Preferably, at each moment the scheduler keeps a record about which tile is being processed by which worker, and how many tiles had been sent to each worker thus far.

The tiles need to constructed in such a way that all the k-tuples they contain are characterized by the same number of degrees of freedom (dof), which means that set of columns in each edge of a given tile has homogenous *divisions* parameter.

Hence, a specific dof parametrizes each result sent back by a worker. Aside from that, the result is essentially a map from column indeces (of columns that were present in the tile) to an unknown-length-list of pairs. Each pair is composed of the $IG$ scalar and the k-tuple of column-indeces that the $IG$ corresponds to. The list is of an unknown length if a nonzero $IG_{tr}$ was given. Then the list has to contain all $IG$s for the given column which came out larger than $IG_{tr}$. If $IG_{tr}=0$ then the largest $IG$ obtained for than column is to be kept and sent.

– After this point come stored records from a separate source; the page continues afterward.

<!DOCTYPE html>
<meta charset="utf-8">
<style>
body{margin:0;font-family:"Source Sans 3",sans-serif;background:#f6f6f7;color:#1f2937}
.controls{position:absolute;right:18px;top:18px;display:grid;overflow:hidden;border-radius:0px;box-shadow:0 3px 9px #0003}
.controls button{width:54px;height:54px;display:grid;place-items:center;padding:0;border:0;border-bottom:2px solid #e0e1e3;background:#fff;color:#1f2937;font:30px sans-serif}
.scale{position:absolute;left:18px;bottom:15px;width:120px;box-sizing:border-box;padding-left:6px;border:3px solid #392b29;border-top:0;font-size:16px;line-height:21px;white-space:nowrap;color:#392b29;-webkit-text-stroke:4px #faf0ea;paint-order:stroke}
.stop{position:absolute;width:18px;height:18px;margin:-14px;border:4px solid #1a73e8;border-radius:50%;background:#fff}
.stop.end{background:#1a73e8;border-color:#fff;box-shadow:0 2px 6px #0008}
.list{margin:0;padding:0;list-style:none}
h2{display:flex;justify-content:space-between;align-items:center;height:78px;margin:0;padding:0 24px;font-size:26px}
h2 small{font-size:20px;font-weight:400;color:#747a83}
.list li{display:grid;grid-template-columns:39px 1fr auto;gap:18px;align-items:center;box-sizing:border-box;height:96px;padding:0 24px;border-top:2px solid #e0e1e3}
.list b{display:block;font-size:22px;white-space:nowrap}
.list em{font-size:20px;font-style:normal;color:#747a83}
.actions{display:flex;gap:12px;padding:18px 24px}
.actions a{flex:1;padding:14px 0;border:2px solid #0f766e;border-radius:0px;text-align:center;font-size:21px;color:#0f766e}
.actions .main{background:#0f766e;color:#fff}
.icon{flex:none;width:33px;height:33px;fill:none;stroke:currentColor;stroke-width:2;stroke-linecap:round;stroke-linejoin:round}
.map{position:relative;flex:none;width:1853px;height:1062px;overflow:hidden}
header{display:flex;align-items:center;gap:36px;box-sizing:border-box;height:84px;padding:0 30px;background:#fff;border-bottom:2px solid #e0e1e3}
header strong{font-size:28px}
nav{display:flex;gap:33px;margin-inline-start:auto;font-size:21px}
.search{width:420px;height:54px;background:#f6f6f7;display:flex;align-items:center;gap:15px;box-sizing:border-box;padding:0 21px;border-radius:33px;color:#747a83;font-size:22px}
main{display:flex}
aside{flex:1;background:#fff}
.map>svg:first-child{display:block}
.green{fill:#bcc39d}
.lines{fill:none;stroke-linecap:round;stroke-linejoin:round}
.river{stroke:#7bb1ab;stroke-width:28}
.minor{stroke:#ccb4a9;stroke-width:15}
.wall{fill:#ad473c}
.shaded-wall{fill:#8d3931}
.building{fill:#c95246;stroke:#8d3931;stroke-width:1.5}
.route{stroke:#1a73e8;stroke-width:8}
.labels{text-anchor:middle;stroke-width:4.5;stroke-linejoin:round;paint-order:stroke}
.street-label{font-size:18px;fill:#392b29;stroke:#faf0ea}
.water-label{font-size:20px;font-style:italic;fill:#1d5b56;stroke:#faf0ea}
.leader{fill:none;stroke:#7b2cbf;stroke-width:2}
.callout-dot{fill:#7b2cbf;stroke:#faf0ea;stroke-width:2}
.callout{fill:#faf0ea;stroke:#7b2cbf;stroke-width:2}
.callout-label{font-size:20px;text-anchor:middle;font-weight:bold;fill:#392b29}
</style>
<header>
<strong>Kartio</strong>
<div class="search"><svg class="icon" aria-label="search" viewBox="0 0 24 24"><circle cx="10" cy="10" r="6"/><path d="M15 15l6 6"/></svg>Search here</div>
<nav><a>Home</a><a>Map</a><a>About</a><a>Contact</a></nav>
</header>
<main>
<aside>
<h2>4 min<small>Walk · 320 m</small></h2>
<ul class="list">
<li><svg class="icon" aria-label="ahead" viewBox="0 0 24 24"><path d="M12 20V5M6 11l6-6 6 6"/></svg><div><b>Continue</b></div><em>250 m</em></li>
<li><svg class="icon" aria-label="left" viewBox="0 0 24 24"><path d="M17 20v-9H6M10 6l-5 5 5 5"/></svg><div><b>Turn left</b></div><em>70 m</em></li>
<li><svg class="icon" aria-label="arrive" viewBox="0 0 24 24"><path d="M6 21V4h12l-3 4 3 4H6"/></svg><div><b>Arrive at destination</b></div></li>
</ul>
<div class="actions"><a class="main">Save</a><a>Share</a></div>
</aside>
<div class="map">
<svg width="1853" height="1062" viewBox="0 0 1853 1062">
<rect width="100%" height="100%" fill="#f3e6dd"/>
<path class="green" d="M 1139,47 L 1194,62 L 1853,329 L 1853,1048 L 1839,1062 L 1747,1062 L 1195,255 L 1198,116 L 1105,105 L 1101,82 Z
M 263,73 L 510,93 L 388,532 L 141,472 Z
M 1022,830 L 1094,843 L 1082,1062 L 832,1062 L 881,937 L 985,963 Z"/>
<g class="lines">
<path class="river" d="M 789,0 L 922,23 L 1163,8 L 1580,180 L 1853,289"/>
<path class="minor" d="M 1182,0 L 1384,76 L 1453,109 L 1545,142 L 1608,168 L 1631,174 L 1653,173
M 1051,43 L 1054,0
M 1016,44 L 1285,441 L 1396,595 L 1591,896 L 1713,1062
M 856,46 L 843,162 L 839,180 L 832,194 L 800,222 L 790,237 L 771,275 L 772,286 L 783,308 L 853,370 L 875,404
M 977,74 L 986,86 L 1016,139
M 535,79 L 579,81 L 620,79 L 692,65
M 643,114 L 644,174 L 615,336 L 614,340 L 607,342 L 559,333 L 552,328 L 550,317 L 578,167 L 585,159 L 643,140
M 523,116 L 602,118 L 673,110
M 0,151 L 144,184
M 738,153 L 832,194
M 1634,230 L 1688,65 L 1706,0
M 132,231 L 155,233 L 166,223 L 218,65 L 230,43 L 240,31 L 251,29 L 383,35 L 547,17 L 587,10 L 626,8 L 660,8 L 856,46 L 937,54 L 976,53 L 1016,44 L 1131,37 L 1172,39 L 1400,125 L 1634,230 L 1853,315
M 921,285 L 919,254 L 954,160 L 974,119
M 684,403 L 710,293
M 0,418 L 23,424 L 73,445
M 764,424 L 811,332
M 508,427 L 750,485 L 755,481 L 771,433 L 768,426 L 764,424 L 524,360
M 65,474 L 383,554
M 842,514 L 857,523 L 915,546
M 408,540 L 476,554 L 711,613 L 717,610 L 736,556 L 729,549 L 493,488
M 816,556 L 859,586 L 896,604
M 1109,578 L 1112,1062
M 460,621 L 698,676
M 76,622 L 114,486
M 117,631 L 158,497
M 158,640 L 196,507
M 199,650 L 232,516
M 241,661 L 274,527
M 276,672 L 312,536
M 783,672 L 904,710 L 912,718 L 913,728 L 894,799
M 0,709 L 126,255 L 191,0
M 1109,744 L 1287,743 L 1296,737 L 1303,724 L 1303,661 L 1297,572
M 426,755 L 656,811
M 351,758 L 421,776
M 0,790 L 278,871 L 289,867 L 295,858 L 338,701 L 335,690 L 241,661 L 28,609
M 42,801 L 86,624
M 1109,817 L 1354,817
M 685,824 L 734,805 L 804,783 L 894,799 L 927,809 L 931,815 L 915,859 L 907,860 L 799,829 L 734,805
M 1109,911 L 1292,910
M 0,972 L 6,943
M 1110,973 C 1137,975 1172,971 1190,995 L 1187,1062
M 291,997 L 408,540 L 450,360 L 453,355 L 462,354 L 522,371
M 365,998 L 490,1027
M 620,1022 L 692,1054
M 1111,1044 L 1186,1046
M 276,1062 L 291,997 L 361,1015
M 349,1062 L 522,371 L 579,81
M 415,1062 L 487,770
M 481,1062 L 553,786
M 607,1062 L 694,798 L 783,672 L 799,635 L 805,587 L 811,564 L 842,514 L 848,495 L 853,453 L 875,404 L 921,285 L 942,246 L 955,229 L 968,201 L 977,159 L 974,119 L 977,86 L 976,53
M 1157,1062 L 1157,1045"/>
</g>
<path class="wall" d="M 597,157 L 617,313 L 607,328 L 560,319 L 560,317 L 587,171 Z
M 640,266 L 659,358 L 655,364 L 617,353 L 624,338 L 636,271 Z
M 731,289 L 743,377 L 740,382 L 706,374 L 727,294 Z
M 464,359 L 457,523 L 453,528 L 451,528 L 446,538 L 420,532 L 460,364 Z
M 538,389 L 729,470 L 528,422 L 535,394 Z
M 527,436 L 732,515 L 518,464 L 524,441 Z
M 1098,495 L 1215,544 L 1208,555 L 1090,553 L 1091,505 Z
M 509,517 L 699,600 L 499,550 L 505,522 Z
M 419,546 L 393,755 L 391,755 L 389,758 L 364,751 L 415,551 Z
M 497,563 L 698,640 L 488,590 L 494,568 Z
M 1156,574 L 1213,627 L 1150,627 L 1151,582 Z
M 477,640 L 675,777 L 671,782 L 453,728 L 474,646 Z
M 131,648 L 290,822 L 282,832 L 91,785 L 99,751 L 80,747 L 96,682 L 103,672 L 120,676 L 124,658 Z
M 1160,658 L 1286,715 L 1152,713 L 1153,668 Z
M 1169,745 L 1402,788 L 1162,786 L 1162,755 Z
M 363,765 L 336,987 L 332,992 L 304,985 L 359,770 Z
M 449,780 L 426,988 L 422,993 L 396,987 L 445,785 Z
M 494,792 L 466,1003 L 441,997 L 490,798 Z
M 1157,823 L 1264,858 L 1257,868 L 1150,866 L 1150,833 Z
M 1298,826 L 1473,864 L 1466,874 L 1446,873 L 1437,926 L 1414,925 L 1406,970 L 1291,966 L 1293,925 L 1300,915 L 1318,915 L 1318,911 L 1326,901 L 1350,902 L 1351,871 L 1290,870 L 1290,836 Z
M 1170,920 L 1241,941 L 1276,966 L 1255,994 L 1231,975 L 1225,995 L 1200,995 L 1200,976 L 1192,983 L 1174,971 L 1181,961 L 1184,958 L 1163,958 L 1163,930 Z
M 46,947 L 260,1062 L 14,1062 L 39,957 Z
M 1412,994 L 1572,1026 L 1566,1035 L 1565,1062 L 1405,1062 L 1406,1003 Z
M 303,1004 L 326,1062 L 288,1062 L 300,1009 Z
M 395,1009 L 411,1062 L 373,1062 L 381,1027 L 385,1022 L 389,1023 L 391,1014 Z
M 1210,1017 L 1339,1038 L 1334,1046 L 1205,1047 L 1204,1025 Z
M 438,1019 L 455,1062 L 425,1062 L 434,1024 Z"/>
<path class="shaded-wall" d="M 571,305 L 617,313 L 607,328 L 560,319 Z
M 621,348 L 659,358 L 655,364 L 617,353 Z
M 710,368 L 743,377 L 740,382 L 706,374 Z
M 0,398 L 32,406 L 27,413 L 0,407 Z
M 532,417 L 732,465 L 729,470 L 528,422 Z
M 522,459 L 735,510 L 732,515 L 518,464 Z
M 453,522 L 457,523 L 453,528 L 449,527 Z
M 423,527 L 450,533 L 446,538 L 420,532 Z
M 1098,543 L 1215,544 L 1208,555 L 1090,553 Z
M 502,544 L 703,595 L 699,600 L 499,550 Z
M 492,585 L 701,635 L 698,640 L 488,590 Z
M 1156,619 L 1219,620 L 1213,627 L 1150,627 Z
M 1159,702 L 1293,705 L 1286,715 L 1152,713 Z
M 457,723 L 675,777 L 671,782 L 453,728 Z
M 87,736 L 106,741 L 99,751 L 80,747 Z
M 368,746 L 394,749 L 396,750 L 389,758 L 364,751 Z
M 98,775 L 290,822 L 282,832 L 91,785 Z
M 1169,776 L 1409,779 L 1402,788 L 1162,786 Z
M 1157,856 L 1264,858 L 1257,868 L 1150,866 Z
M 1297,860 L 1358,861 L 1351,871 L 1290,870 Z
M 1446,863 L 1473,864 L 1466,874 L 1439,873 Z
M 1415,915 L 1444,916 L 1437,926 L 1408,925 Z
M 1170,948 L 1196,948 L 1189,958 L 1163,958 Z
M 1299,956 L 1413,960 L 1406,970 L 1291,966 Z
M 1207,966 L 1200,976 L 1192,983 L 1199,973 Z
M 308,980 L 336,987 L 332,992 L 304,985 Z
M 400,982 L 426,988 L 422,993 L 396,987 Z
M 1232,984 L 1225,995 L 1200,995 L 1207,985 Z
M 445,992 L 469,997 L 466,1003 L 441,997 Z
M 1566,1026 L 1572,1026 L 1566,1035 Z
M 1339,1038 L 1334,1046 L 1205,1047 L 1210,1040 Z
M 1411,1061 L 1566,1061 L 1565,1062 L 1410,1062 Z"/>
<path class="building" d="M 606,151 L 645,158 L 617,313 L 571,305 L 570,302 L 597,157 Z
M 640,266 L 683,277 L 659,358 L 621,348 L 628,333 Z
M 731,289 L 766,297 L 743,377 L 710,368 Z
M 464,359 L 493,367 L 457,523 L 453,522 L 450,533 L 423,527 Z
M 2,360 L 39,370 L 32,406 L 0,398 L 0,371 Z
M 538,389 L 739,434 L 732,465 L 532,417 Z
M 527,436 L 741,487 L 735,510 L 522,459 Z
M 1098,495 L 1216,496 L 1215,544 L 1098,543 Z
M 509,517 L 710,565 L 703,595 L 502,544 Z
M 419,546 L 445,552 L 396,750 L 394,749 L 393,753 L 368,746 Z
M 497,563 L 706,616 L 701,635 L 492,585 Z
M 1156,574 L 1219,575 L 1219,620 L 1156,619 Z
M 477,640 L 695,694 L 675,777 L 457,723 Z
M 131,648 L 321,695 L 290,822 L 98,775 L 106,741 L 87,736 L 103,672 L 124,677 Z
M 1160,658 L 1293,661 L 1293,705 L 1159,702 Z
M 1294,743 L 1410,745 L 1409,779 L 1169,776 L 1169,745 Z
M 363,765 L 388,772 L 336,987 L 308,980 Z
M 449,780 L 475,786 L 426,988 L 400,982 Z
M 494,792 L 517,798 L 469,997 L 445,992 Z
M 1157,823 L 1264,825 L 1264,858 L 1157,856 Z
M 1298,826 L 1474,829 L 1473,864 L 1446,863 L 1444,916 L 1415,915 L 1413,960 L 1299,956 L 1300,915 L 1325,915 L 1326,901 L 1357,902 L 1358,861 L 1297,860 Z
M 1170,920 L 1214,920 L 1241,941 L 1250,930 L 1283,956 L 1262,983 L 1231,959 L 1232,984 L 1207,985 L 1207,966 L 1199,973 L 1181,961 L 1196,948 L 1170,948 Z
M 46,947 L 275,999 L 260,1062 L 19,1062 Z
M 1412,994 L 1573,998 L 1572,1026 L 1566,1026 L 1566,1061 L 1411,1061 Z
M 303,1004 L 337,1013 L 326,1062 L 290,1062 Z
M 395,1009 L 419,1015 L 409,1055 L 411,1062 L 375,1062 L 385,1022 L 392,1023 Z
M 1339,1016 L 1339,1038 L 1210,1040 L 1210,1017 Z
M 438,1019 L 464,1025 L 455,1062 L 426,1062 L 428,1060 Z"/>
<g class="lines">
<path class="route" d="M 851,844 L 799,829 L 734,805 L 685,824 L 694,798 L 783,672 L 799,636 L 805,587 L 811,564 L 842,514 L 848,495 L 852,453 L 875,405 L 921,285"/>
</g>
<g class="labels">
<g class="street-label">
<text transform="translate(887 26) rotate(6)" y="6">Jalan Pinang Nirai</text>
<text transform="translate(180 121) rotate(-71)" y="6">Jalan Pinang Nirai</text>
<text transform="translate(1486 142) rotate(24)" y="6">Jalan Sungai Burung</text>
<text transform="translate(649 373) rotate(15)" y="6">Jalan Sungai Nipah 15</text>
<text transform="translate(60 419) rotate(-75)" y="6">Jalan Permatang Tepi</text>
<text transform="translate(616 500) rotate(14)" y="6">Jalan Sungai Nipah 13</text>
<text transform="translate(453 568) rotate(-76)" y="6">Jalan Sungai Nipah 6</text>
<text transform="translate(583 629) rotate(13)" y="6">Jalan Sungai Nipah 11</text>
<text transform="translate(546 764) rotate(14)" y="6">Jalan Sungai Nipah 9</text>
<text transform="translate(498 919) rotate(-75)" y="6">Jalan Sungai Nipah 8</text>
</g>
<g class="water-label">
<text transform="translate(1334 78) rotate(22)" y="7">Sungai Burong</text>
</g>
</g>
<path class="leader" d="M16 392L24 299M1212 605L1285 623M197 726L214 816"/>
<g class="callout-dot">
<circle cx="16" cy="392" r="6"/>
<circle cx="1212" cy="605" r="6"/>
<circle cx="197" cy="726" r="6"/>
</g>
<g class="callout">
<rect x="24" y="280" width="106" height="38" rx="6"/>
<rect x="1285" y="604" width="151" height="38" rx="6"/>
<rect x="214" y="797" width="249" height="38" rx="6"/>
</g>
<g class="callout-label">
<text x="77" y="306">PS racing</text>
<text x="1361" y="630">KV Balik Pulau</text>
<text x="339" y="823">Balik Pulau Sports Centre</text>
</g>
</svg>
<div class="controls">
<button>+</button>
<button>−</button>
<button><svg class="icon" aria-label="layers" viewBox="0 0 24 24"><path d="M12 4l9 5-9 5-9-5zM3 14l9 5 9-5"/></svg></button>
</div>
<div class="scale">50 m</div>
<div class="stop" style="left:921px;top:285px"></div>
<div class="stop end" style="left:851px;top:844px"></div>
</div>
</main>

Part of the task of the scheduler is to aggregate the incoming results: to either keep the maximum $IG$ for each column, or a growing list of $IG$s larger than $IG_{tr}$ (along with the information, which k-tuple those $IG$s originate from). 

Open questions are:
- What exactly is the *tile* data structure than unambiguously defines the task for worker, that can be generated dynamically by the tile-generator on the python side, and that is simple enough that the C function can use it to generate its sequence of k-tuples.
- What exactly is the format of the final output. We need to agree on something for the sake of testing and comparing results. My proposal is: separate csv for each dof, each line composed of:

column-index \t IG_0; tuple0-index_0, ..., tuple0-index-(k-1) \t IG_1; tuple1-index0, ... \t ... \t IG_?; tuple?-index0, ... \n

where column-indeces start with the indeces (starting with 0) from *big-data* and then continue directly by refering to subsequent column-indeces in *small-data*. The rows in each csv file are sorted in an ascending order of the column indeces.